**Work required**
Pick out every line of the entries below where "Commonwealth" occurs, and copy those lines.

--- Extracted records ---

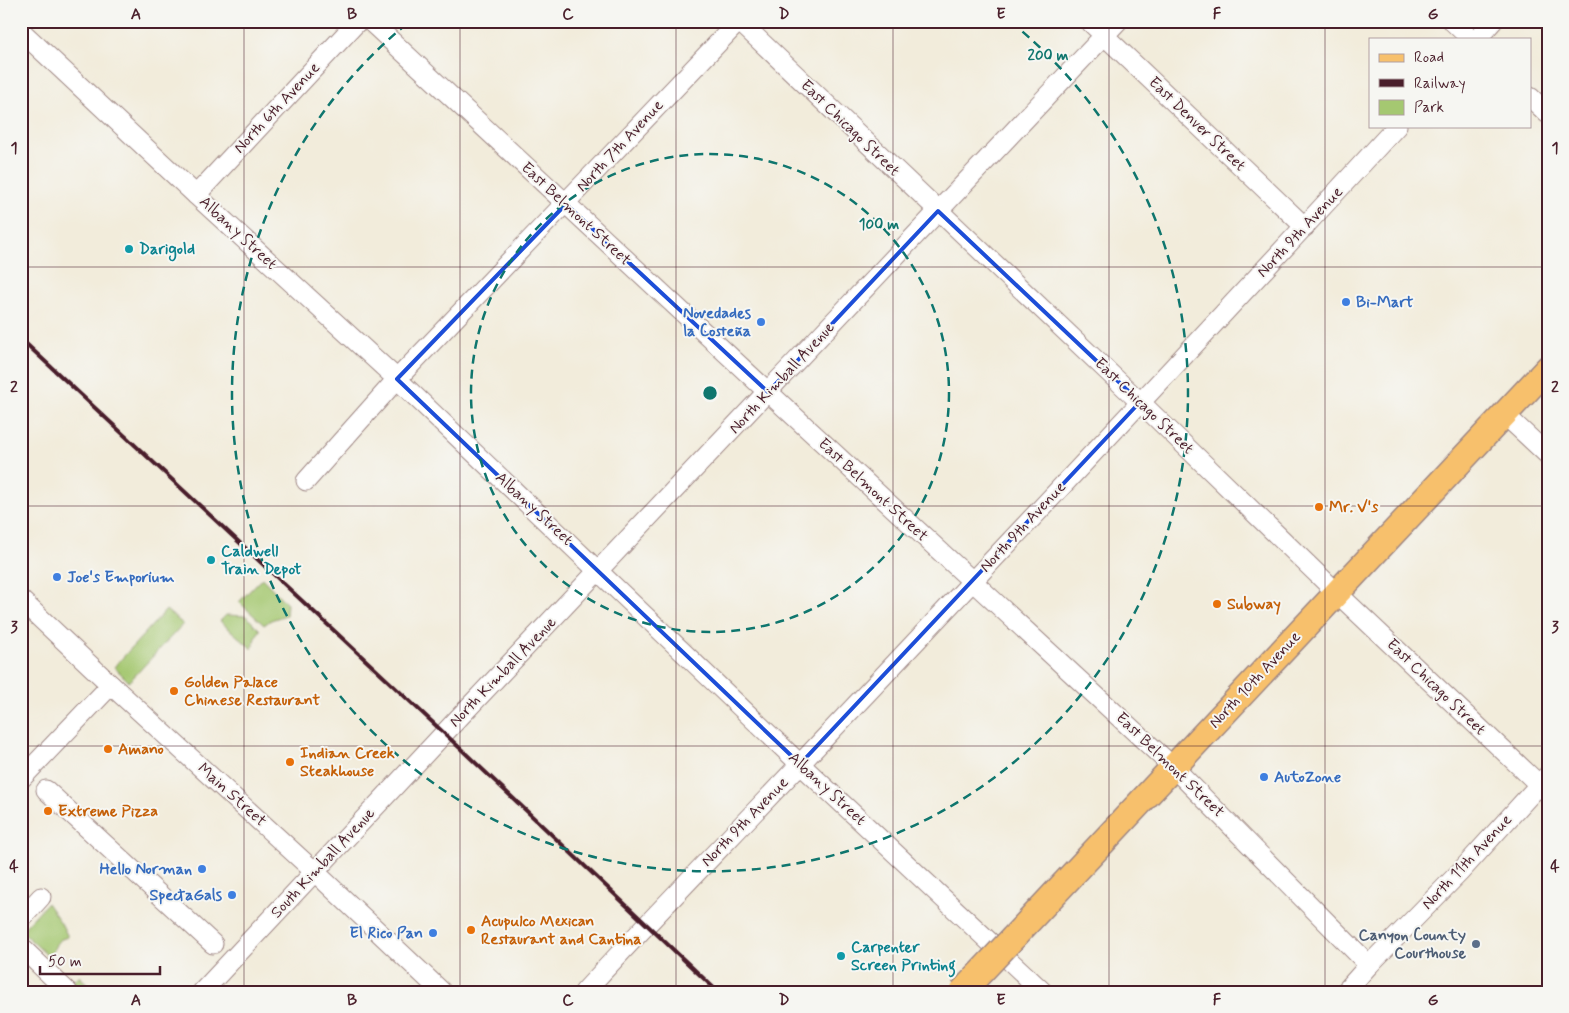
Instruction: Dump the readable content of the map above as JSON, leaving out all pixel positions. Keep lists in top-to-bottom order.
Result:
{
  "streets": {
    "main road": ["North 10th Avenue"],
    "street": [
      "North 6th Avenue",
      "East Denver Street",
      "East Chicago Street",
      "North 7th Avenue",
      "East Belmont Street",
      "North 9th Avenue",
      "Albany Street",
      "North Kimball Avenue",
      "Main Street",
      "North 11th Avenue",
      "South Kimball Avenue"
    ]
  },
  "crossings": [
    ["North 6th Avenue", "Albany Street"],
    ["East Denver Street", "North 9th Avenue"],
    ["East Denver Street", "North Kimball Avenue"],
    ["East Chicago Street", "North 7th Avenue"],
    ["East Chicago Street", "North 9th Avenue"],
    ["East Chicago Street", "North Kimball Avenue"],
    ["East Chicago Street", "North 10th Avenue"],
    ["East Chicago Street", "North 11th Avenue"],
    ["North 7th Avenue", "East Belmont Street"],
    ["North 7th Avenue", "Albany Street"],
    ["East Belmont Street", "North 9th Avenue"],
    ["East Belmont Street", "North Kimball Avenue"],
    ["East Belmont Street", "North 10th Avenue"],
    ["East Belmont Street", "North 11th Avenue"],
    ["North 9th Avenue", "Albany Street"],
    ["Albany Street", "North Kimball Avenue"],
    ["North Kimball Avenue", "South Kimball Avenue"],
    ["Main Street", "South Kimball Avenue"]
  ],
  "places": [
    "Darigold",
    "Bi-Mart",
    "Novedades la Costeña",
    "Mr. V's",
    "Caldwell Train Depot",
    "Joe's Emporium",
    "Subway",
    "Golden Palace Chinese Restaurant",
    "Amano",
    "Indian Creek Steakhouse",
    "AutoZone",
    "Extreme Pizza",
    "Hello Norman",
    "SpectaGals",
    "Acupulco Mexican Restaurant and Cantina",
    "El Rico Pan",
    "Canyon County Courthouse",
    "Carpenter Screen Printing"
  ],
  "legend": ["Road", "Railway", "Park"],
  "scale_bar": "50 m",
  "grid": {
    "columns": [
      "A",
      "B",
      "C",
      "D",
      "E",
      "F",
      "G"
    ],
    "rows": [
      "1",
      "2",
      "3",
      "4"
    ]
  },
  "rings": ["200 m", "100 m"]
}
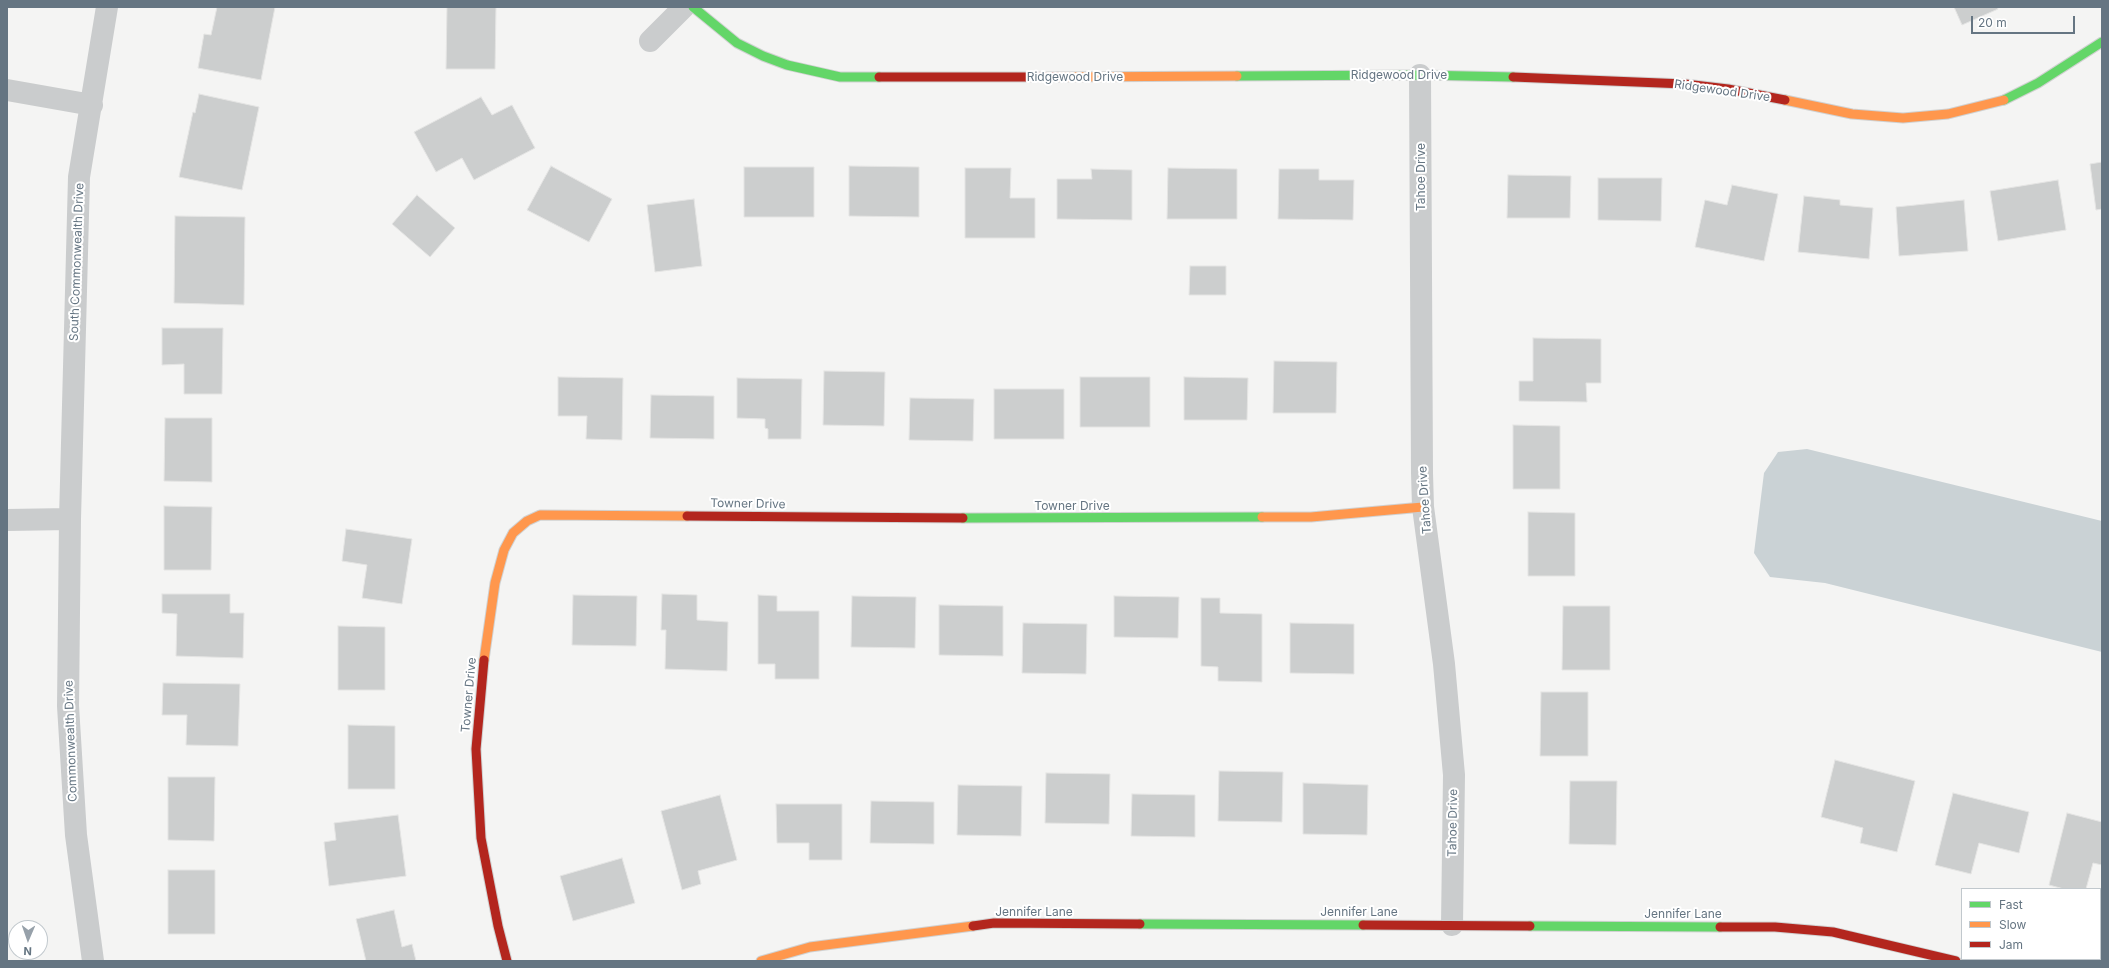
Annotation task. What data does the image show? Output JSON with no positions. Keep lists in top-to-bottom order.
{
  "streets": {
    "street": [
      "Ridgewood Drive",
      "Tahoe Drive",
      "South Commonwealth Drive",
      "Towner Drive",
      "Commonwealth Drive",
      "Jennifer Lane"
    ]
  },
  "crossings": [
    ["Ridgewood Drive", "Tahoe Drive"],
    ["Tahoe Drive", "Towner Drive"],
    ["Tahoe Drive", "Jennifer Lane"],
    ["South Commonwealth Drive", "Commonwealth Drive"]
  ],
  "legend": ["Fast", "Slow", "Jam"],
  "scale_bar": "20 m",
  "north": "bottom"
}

---

**Solution below**
      "South Commonwealth Drive",
      "Commonwealth Drive",
    ["South Commonwealth Drive", "Commonwealth Drive"]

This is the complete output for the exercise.